# PROBLEM TO WORK ON
Write the data out again exactly and in full.

# PROVIDED DATA
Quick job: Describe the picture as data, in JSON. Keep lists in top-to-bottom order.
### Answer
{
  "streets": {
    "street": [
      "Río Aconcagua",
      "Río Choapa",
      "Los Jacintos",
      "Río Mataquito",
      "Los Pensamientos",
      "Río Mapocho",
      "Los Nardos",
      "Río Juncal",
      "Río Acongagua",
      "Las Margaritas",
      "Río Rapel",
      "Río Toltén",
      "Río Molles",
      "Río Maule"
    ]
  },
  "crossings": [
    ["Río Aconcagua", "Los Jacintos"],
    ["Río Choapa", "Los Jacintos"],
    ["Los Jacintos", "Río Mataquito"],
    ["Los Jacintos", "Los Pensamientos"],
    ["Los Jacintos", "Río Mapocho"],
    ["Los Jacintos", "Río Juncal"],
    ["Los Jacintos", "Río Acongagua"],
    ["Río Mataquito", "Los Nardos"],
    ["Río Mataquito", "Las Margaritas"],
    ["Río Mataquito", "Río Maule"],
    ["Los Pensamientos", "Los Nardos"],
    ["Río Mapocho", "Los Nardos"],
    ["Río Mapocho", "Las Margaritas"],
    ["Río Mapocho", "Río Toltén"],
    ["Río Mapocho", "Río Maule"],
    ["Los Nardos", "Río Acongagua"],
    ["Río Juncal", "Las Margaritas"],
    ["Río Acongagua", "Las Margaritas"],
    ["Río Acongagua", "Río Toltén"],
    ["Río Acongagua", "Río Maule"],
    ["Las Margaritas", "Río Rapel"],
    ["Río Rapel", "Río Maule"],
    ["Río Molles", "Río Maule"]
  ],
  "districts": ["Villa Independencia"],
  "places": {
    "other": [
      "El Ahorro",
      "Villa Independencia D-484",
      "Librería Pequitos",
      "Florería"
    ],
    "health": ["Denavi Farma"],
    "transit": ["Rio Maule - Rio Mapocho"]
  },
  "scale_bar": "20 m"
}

# EXERCISE RESPONSE
Quick job: Describe the picture as data, in JSON. Keep lists in top-to-bottom order.
### Answer
{
  "streets": {
    "street": [
      "Río Aconcagua",
      "Río Choapa",
      "Los Jacintos",
      "Río Mataquito",
      "Los Pensamientos",
      "Río Mapocho",
      "Los Nardos",
      "Río Juncal",
      "Río Acongagua",
      "Las Margaritas",
      "Río Rapel",
      "Río Toltén",
      "Río Molles",
      "Río Maule"
    ]
  },
  "crossings": [
    ["Río Aconcagua", "Los Jacintos"],
    ["Río Choapa", "Los Jacintos"],
    ["Los Jacintos", "Río Mataquito"],
    ["Los Jacintos", "Los Pensamientos"],
    ["Los Jacintos", "Río Mapocho"],
    ["Los Jacintos", "Río Juncal"],
    ["Los Jacintos", "Río Acongagua"],
    ["Río Mataquito", "Los Nardos"],
    ["Río Mataquito", "Las Margaritas"],
    ["Río Mataquito", "Río Maule"],
    ["Los Pensamientos", "Los Nardos"],
    ["Río Mapocho", "Los Nardos"],
    ["Río Mapocho", "Las Margaritas"],
    ["Río Mapocho", "Río Toltén"],
    ["Río Mapocho", "Río Maule"],
    ["Los Nardos", "Río Acongagua"],
    ["Río Juncal", "Las Margaritas"],
    ["Río Acongagua", "Las Margaritas"],
    ["Río Acongagua", "Río Toltén"],
    ["Río Acongagua", "Río Maule"],
    ["Las Margaritas", "Río Rapel"],
    ["Río Rapel", "Río Maule"],
    ["Río Molles", "Río Maule"]
  ],
  "districts": ["Villa Independencia"],
  "places": {
    "other": [
      "El Ahorro",
      "Villa Independencia D-484",
      "Librería Pequitos",
      "Florería"
    ],
    "health": ["Denavi Farma"],
    "transit": ["Rio Maule - Rio Mapocho"]
  },
  "scale_bar": "20 m"
}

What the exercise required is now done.